■ **What is needed**: Filter the data for lines with the word "linecap" and copy those lines.

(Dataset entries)
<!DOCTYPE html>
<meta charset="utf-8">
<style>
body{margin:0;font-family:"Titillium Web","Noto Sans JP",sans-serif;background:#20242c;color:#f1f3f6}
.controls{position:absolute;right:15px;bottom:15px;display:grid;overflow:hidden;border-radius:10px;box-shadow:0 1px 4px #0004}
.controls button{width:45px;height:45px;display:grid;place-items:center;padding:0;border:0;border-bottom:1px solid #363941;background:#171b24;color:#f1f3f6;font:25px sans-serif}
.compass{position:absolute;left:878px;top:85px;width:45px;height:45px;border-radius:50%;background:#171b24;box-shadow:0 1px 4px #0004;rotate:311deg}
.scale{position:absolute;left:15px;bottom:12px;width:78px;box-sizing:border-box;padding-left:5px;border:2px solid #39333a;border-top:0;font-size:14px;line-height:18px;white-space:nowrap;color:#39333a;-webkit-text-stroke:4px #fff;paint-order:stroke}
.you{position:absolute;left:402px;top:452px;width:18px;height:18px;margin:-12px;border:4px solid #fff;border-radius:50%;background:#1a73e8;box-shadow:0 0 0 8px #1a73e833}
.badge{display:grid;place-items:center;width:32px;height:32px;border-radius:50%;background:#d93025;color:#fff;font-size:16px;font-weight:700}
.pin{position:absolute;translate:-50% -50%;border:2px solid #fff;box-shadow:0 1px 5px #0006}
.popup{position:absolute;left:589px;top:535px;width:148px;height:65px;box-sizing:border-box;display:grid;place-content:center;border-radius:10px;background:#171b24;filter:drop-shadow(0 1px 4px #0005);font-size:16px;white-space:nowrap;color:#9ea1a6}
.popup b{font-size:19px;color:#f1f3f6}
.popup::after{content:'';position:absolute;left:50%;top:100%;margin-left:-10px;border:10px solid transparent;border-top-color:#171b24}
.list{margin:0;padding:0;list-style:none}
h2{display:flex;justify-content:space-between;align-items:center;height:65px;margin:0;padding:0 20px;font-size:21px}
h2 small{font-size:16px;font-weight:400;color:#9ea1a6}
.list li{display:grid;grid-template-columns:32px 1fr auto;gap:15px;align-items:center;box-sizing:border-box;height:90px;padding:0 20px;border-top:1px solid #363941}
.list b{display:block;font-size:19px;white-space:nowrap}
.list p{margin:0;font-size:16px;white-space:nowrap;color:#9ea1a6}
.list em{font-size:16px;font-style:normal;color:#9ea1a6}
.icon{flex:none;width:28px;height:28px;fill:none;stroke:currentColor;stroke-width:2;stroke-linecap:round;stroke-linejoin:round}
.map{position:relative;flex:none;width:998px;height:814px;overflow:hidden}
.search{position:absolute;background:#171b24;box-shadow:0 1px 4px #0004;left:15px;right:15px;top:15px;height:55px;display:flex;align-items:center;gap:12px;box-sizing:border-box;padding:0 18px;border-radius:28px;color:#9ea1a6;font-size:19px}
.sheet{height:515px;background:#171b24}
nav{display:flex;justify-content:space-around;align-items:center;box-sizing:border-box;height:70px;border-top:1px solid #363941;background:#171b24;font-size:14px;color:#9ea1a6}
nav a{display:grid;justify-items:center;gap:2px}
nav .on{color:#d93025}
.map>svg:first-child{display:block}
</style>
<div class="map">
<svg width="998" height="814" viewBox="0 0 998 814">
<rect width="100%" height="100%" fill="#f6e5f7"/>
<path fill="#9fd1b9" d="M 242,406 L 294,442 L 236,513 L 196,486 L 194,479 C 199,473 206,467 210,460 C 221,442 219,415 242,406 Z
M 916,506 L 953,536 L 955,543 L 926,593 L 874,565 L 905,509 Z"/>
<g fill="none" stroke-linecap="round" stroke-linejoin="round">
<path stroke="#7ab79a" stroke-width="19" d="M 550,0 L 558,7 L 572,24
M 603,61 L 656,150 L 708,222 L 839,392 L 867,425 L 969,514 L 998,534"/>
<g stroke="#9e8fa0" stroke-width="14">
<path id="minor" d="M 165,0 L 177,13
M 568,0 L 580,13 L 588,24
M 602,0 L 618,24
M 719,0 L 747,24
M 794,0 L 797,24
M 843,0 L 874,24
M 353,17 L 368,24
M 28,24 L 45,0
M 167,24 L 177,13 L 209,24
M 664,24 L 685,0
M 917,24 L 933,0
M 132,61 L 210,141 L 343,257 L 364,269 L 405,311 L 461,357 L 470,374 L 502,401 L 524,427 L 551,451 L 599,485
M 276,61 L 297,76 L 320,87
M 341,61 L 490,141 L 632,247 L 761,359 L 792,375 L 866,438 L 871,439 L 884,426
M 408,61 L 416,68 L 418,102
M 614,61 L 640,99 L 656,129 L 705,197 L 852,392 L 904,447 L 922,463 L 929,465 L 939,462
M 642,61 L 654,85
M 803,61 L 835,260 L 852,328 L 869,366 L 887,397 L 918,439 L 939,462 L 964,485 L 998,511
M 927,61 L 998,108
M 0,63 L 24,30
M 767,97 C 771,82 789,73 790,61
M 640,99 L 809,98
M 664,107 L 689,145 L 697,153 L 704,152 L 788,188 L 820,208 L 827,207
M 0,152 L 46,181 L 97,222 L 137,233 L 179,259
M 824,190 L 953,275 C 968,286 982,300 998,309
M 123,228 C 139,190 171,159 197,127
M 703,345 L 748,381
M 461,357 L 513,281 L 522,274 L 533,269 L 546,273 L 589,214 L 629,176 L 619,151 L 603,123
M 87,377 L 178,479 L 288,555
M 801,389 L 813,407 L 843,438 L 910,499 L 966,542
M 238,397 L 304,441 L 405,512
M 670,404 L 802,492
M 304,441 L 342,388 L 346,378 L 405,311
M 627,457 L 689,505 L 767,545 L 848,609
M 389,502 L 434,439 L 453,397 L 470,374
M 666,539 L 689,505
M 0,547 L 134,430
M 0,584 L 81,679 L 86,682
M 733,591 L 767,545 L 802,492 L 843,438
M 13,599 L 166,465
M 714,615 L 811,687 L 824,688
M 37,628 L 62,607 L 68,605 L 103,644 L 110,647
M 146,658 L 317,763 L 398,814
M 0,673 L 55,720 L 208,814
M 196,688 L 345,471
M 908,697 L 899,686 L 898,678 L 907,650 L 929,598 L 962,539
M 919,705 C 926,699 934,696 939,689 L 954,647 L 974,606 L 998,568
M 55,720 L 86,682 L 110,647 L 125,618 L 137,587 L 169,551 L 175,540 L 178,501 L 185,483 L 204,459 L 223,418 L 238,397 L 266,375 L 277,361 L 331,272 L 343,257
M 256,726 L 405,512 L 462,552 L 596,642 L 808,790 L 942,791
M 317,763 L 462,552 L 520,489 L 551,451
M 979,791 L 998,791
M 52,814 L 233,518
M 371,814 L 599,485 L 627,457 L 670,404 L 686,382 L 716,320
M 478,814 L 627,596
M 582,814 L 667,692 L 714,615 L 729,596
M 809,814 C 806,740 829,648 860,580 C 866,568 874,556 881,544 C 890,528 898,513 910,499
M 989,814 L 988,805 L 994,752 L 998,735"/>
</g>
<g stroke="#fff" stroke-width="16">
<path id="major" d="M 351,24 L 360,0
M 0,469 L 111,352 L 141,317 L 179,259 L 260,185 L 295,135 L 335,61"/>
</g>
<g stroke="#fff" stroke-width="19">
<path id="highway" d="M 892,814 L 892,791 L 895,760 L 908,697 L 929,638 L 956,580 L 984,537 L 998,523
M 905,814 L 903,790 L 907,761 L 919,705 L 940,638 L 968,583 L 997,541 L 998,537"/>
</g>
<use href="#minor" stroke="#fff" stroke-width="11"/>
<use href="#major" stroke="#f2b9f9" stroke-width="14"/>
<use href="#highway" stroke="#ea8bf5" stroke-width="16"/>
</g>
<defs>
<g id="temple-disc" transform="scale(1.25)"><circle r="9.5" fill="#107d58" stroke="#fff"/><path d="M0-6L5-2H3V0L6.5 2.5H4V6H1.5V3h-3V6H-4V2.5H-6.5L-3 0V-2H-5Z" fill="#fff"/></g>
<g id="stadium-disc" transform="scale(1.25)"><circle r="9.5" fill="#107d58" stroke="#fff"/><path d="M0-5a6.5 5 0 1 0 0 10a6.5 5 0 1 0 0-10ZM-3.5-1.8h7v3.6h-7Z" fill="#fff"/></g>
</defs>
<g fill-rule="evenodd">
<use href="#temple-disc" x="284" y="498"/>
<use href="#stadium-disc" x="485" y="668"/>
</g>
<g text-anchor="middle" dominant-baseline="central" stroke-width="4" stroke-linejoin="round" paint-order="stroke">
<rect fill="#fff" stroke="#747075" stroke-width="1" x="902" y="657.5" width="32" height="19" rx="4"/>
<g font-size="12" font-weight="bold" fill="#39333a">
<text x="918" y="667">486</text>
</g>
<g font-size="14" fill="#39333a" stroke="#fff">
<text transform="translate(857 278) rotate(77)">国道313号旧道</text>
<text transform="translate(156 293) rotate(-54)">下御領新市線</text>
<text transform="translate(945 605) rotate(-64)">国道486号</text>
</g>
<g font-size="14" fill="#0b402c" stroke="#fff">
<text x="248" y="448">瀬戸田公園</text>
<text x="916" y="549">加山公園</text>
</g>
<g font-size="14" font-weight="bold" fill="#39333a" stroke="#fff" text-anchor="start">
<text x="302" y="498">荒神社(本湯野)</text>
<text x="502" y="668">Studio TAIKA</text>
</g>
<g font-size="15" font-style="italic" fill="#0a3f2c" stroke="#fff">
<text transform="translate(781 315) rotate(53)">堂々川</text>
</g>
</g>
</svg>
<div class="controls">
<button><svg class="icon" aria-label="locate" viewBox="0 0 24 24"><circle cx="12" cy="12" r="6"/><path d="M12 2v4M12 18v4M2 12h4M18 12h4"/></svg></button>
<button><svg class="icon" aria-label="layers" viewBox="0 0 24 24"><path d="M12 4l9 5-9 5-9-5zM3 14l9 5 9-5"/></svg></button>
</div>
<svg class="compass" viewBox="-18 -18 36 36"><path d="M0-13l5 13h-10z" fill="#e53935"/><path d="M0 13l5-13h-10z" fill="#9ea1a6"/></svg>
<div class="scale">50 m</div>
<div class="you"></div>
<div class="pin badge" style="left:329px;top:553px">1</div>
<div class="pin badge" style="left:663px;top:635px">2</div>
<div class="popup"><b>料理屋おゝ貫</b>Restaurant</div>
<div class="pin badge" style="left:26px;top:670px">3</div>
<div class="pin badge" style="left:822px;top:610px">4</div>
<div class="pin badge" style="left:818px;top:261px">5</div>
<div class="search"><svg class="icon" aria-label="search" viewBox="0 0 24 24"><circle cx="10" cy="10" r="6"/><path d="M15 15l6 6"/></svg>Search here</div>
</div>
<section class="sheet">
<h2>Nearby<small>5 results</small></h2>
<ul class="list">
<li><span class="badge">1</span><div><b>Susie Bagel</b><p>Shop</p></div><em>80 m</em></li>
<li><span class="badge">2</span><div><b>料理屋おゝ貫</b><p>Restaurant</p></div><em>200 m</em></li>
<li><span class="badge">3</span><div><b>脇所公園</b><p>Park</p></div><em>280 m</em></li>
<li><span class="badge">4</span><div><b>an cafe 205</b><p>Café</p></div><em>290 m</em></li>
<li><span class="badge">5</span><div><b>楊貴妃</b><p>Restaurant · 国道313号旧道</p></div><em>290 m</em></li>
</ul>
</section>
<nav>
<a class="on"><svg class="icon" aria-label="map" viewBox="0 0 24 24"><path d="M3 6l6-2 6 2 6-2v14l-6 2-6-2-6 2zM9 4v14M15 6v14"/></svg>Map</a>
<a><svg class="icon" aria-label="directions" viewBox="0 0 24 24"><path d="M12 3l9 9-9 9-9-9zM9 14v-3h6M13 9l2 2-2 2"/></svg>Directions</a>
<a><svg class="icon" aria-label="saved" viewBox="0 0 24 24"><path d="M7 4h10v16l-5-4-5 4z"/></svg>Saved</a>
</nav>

■ **Task answer**:
.icon{flex:none;width:28px;height:28px;fill:none;stroke:currentColor;stroke-width:2;stroke-linecap:round;stroke-linejoin:round}
<g fill="none" stroke-linecap="round" stroke-linejoin="round">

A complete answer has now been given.